━━ SUPPLIED INFORMATION

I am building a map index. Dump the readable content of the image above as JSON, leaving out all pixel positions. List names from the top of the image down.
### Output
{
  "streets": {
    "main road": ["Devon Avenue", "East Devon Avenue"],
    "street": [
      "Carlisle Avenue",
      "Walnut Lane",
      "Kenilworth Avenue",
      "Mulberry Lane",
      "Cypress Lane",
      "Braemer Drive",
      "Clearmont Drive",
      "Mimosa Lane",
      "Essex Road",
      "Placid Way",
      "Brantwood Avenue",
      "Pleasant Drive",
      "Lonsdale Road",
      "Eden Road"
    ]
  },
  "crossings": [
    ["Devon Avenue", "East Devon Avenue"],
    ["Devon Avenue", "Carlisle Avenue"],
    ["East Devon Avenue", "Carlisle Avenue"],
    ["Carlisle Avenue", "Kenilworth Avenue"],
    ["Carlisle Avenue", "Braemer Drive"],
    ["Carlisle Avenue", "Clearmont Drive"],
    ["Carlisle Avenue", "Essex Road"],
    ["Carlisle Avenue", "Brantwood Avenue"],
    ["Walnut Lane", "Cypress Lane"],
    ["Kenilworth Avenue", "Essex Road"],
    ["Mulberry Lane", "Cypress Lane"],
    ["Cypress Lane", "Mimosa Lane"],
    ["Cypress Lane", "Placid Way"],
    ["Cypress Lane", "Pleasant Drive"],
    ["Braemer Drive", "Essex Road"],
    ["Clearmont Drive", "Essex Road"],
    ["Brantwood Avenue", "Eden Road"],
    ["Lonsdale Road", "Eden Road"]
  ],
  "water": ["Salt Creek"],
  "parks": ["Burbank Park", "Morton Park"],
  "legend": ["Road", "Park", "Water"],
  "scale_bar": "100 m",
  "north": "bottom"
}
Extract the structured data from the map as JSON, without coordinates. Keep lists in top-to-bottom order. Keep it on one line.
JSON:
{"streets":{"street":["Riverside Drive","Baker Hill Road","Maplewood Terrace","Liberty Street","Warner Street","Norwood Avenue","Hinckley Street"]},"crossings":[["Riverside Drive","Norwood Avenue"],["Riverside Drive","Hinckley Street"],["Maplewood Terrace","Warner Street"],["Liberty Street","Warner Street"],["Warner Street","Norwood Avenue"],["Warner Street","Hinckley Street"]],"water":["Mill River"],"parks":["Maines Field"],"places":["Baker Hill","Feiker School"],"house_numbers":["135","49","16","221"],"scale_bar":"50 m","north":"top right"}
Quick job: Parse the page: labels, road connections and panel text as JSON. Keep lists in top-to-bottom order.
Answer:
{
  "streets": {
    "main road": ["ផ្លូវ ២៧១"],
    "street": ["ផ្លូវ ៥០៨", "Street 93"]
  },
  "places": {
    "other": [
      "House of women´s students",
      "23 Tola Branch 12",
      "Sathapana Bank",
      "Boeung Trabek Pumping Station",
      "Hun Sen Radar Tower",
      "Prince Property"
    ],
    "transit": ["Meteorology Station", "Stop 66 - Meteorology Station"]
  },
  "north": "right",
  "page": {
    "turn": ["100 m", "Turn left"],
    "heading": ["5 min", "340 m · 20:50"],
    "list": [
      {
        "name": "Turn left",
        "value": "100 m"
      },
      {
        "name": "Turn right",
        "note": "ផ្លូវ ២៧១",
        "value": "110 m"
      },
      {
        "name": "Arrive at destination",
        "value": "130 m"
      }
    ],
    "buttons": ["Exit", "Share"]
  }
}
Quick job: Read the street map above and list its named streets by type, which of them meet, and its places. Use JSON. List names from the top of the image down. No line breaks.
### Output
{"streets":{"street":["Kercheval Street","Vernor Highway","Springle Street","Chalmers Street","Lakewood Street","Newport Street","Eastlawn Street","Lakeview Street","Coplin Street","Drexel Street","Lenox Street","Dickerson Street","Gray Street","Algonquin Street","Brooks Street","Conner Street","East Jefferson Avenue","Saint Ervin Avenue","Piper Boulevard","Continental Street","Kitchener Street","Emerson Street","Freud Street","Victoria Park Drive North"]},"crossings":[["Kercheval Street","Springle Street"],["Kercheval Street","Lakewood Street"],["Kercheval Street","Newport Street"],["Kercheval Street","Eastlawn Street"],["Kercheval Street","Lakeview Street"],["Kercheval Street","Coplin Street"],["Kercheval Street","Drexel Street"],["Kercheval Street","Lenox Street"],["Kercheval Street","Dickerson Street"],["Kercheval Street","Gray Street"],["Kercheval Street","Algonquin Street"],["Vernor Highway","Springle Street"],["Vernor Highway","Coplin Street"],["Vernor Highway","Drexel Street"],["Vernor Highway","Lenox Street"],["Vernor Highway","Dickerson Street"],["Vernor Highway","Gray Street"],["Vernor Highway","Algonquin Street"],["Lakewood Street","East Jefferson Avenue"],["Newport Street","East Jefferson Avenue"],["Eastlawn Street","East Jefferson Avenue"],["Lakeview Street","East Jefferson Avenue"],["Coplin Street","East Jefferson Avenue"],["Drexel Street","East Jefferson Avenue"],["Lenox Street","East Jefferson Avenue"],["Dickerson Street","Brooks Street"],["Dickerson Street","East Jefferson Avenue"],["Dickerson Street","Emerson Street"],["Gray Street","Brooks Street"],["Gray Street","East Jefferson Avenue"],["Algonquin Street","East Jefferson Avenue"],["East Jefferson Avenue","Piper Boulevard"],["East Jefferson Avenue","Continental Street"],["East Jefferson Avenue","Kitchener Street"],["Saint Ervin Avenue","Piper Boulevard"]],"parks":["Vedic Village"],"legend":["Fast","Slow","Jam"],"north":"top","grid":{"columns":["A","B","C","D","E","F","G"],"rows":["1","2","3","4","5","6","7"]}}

━━━━

TASK ITEM:
Would you transcribe the whole listing, keeping every character the same?

WRITTEN REPLY:
I am building a map index. Dump the readable content of the image above as JSON, leaving out all pixel positions. List names from the top of the image down.
### Output
{
  "streets": {
    "main road": ["Devon Avenue", "East Devon Avenue"],
    "street": [
      "Carlisle Avenue",
      "Walnut Lane",
      "Kenilworth Avenue",
      "Mulberry Lane",
      "Cypress Lane",
      "Braemer Drive",
      "Clearmont Drive",
      "Mimosa Lane",
      "Essex Road",
      "Placid Way",
      "Brantwood Avenue",
      "Pleasant Drive",
      "Lonsdale Road",
      "Eden Road"
    ]
  },
  "crossings": [
    ["Devon Avenue", "East Devon Avenue"],
    ["Devon Avenue", "Carlisle Avenue"],
    ["East Devon Avenue", "Carlisle Avenue"],
    ["Carlisle Avenue", "Kenilworth Avenue"],
    ["Carlisle Avenue", "Braemer Drive"],
    ["Carlisle Avenue", "Clearmont Drive"],
    ["Carlisle Avenue", "Essex Road"],
    ["Carlisle Avenue", "Brantwood Avenue"],
    ["Walnut Lane", "Cypress Lane"],
    ["Kenilworth Avenue", "Essex Road"],
    ["Mulberry Lane", "Cypress Lane"],
    ["Cypress Lane", "Mimosa Lane"],
    ["Cypress Lane", "Placid Way"],
    ["Cypress Lane", "Pleasant Drive"],
    ["Braemer Drive", "Essex Road"],
    ["Clearmont Drive", "Essex Road"],
    ["Brantwood Avenue", "Eden Road"],
    ["Lonsdale Road", "Eden Road"]
  ],
  "water": ["Salt Creek"],
  "parks": ["Burbank Park", "Morton Park"],
  "legend": ["Road", "Park", "Water"],
  "scale_bar": "100 m",
  "north": "bottom"
}
Extract the structured data from the map as JSON, without coordinates. Keep lists in top-to-bottom order. Keep it on one line.
JSON:
{"streets":{"street":["Riverside Drive","Baker Hill Road","Maplewood Terrace","Liberty Street","Warner Street","Norwood Avenue","Hinckley Street"]},"crossings":[["Riverside Drive","Norwood Avenue"],["Riverside Drive","Hinckley Street"],["Maplewood Terrace","Warner Street"],["Liberty Street","Warner Street"],["Warner Street","Norwood Avenue"],["Warner Street","Hinckley Street"]],"water":["Mill River"],"parks":["Maines Field"],"places":["Baker Hill","Feiker School"],"house_numbers":["135","49","16","221"],"scale_bar":"50 m","north":"top right"}
Quick job: Parse the page: labels, road connections and panel text as JSON. Keep lists in top-to-bottom order.
Answer:
{
  "streets": {
    "main road": ["ផ្លូវ ២៧១"],
    "street": ["ផ្លូវ ៥០៨", "Street 93"]
  },
  "places": {
    "other": [
      "House of women´s students",
      "23 Tola Branch 12",
      "Sathapana Bank",
      "Boeung Trabek Pumping Station",
      "Hun Sen Radar Tower",
      "Prince Property"
    ],
    "transit": ["Meteorology Station", "Stop 66 - Meteorology Station"]
  },
  "north": "right",
  "page": {
    "turn": ["100 m", "Turn left"],
    "heading": ["5 min", "340 m · 20:50"],
    "list": [
      {
        "name": "Turn left",
        "value": "100 m"
      },
      {
        "name": "Turn right",
        "note": "ផ្លូវ ២៧១",
        "value": "110 m"
      },
      {
        "name": "Arrive at destination",
        "value": "130 m"
      }
    ],
    "buttons": ["Exit", "Share"]
  }
}
Quick job: Read the street map above and list its named streets by type, which of them meet, and its places. Use JSON. List names from the top of the image down. No line breaks.
### Output
{"streets":{"street":["Kercheval Street","Vernor Highway","Springle Street","Chalmers Street","Lakewood Street","Newport Street","Eastlawn Street","Lakeview Street","Coplin Street","Drexel Street","Lenox Street","Dickerson Street","Gray Street","Algonquin Street","Brooks Street","Conner Street","East Jefferson Avenue","Saint Ervin Avenue","Piper Boulevard","Continental Street","Kitchener Street","Emerson Street","Freud Street","Victoria Park Drive North"]},"crossings":[["Kercheval Street","Springle Street"],["Kercheval Street","Lakewood Street"],["Kercheval Street","Newport Street"],["Kercheval Street","Eastlawn Street"],["Kercheval Street","Lakeview Street"],["Kercheval Street","Coplin Street"],["Kercheval Street","Drexel Street"],["Kercheval Street","Lenox Street"],["Kercheval Street","Dickerson Street"],["Kercheval Street","Gray Street"],["Kercheval Street","Algonquin Street"],["Vernor Highway","Springle Street"],["Vernor Highway","Coplin Street"],["Vernor Highway","Drexel Street"],["Vernor Highway","Lenox Street"],["Vernor Highway","Dickerson Street"],["Vernor Highway","Gray Street"],["Vernor Highway","Algonquin Street"],["Lakewood Street","East Jefferson Avenue"],["Newport Street","East Jefferson Avenue"],["Eastlawn Street","East Jefferson Avenue"],["Lakeview Street","East Jefferson Avenue"],["Coplin Street","East Jefferson Avenue"],["Drexel Street","East Jefferson Avenue"],["Lenox Street","East Jefferson Avenue"],["Dickerson Street","Brooks Street"],["Dickerson Street","East Jefferson Avenue"],["Dickerson Street","Emerson Street"],["Gray Street","Brooks Street"],["Gray Street","East Jefferson Avenue"],["Algonquin Street","East Jefferson Avenue"],["East Jefferson Avenue","Piper Boulevard"],["East Jefferson Avenue","Continental Street"],["East Jefferson Avenue","Kitchener Street"],["Saint Ervin Avenue","Piper Boulevard"]],"parks":["Vedic Village"],"legend":["Fast","Slow","Jam"],"north":"top","grid":{"columns":["A","B","C","D","E","F","G"],"rows":["1","2","3","4","5","6","7"]}}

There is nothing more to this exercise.